It is learned from foreign media reports that Visa recently announced a strategic agreement with Mexican payment solution provider Clip, which aims to deepen the acceptance of electronic payment by local SMEs.
It is reported that Visa will help push Clip's point of sale (POS) terminal solutions to devices such as tablets. At the same time, Clip will use its MSME network to expand the use of Visa cards in the Mexican market and real-time payment services.
According to a survey by the United Nations regional commissions, SMEs still play a vital role in the global economy. Specifically, they account for 25% of Latin America's GDP. But in countries like Mexico, the use of electronic payments remains a major limiting factor. Visa says the country has 1,000 POS terminals per 100,000 people. This compares to 3,233 in Brazil and 4,787 in Costa Rica.

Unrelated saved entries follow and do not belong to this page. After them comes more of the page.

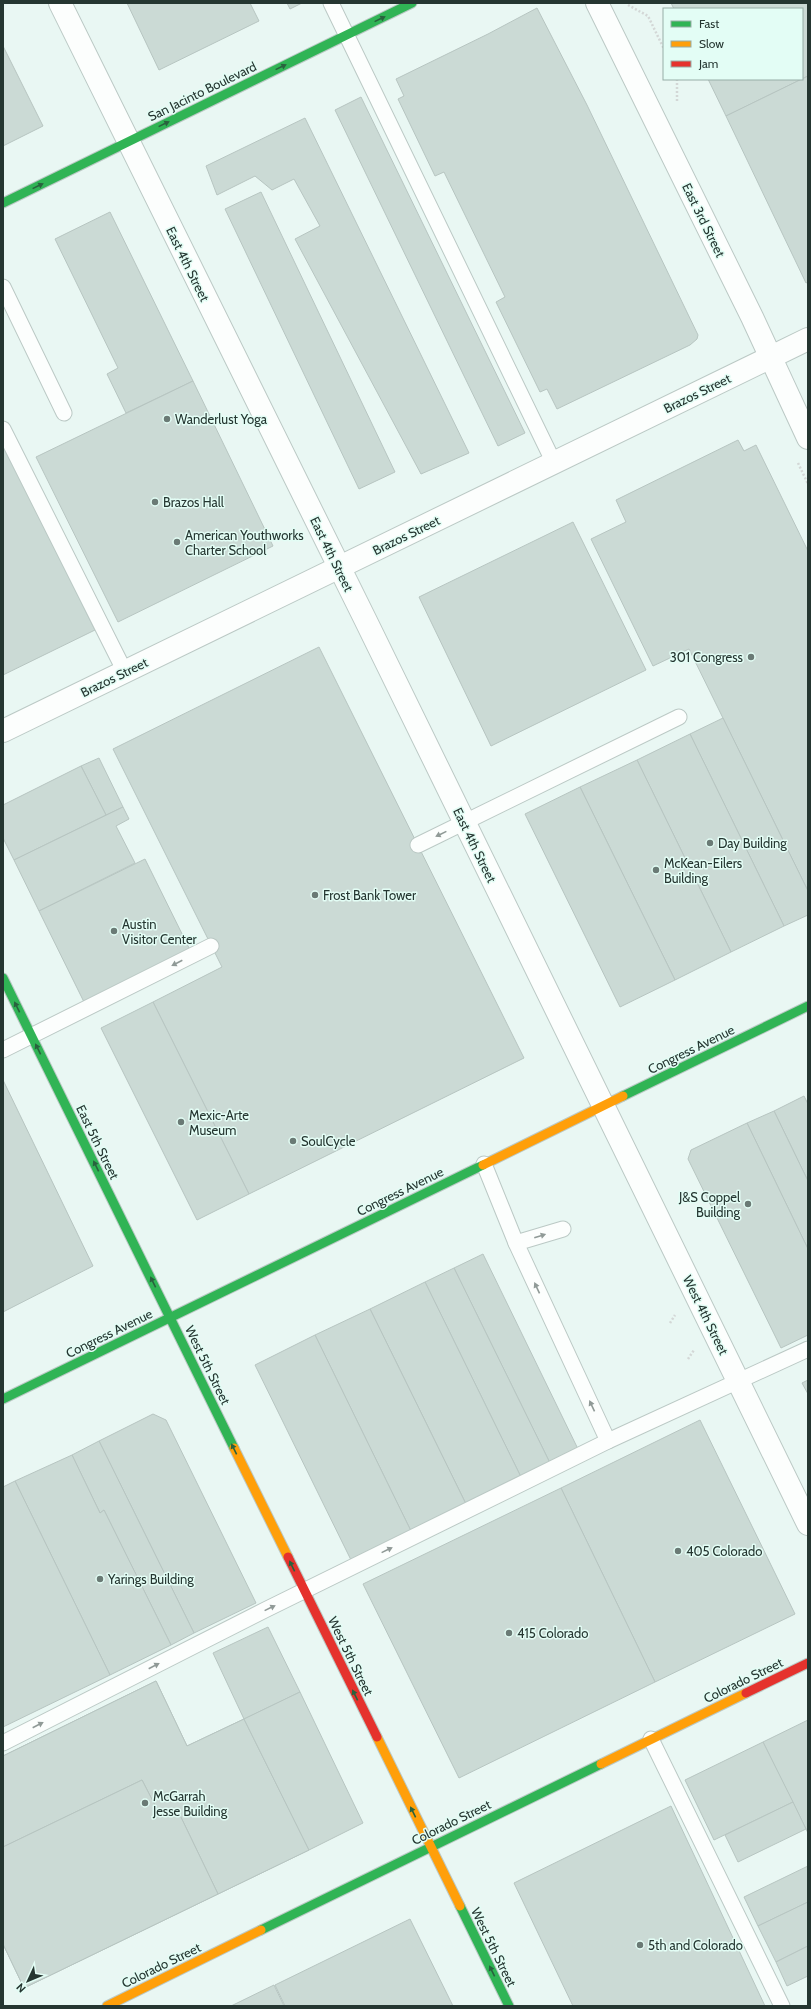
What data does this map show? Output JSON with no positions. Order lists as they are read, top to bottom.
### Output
{
  "streets": {
    "main road": [
      "San Jacinto Boulevard",
      "Congress Avenue",
      "East 5th Street",
      "West 5th Street",
      "Colorado Street"
    ],
    "street": [
      "East 3rd Street",
      "East 4th Street",
      "Brazos Street",
      "West 4th Street"
    ]
  },
  "crossings": [
    ["San Jacinto Boulevard", "East 4th Street"],
    ["East 3rd Street", "Brazos Street"],
    ["East 4th Street", "Brazos Street"],
    ["East 4th Street", "Congress Avenue"],
    ["East 4th Street", "West 4th Street"],
    ["Congress Avenue", "East 5th Street"],
    ["Congress Avenue", "West 4th Street"],
    ["Congress Avenue", "West 5th Street"],
    ["East 5th Street", "West 5th Street"],
    ["West 5th Street", "Colorado Street"]
  ],
  "one_way": ["San Jacinto Boulevard", "East 5th Street", "West 5th Street"],
  "places": [
    "Wanderlust Yoga",
    "Brazos Hall",
    "American Youthworks Charter School",
    "301 Congress",
    "Day Building",
    "McKean-Eilers Building",
    "Frost Bank Tower",
    "Austin Visitor Center",
    "Mexic-Arte Museum",
    "SoulCycle",
    "J&S Coppel Building",
    "405 Colorado",
    "Yarings Building",
    "415 Colorado",
    "McGarrah Jesse Building",
    "5th and Colorado"
  ],
  "legend": ["Fast", "Slow", "Jam"],
  "north": "bottom left"
}
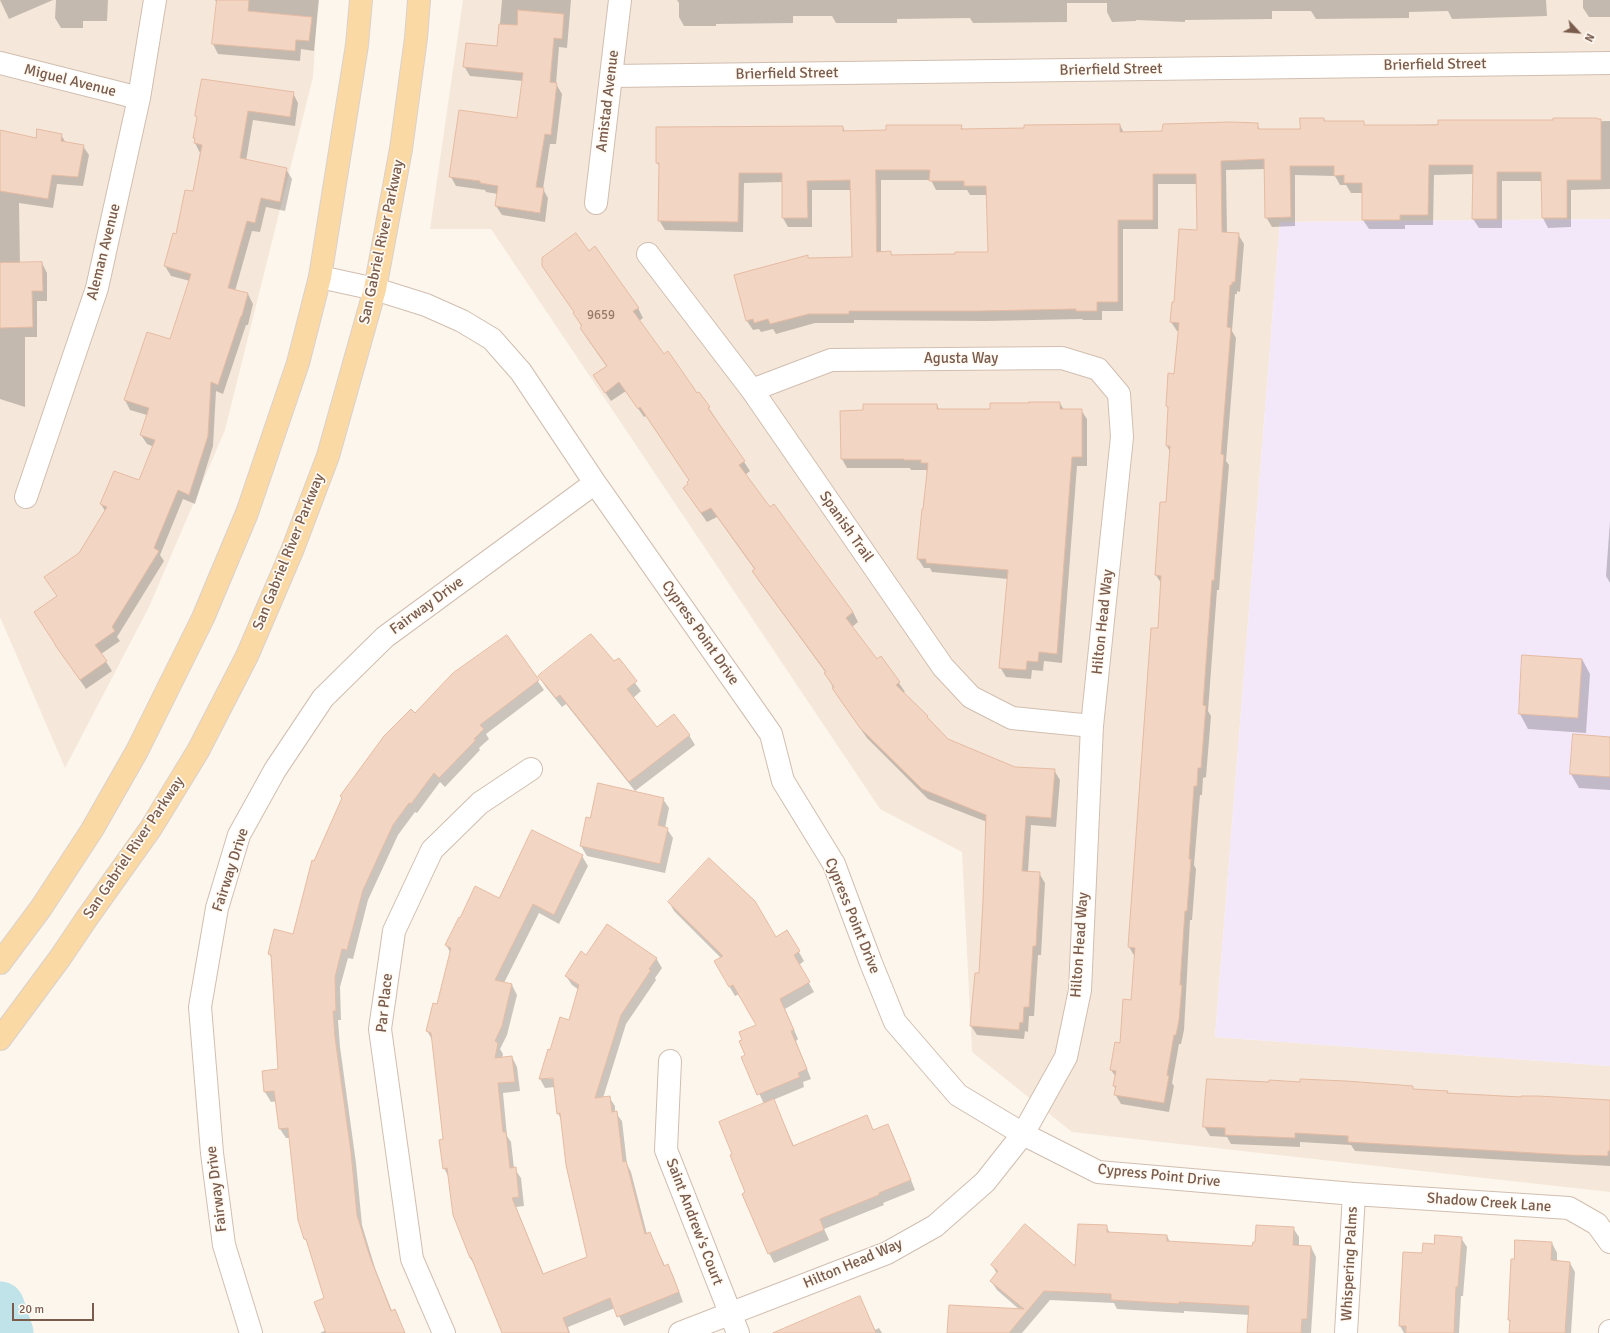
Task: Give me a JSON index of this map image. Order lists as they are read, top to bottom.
{
  "streets": {
    "main road": ["San Gabriel River Parkway"],
    "street": [
      "Brierfield Street",
      "Miguel Avenue",
      "Amistad Avenue",
      "Aleman Avenue",
      "Agusta Way",
      "Spanish Trail",
      "Fairway Drive",
      "Hilton Head Way",
      "Cypress Point Drive",
      "Par Place",
      "Shadow Creek Lane",
      "Saint Andrew's Court",
      "Whispering Palms"
    ]
  },
  "crossings": [
    ["Brierfield Street", "Amistad Avenue"],
    ["Miguel Avenue", "Aleman Avenue"],
    ["San Gabriel River Parkway", "Cypress Point Drive"],
    ["Agusta Way", "Spanish Trail"],
    ["Agusta Way", "Hilton Head Way"],
    ["Spanish Trail", "Hilton Head Way"],
    ["Fairway Drive", "Cypress Point Drive"],
    ["Hilton Head Way", "Cypress Point Drive"],
    ["Hilton Head Way", "Saint Andrew's Court"],
    ["Cypress Point Drive", "Shadow Creek Lane"],
    ["Cypress Point Drive", "Whispering Palms"],
    ["Shadow Creek Lane", "Whispering Palms"]
  ],
  "house_numbers": ["9659"],
  "scale_bar": "20 m",
  "north": "bottom right"
}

Visa's fiscal fourth quarter fiscal 2019 financial report shows that Visa's net revenue was US $ 6.137 billion, an increase of 13% year-on-year, mainly driven by the continued growth in payments, cross-border transactions and processed transactions. Among them, service revenue was US $ 2.536 billion, an increase of 9% year-on-year; data processing revenue increased by 16% year-on-year to US $ 2.769 billion; international transaction revenue increased 11% year-on-year to US $ 2.18 billion.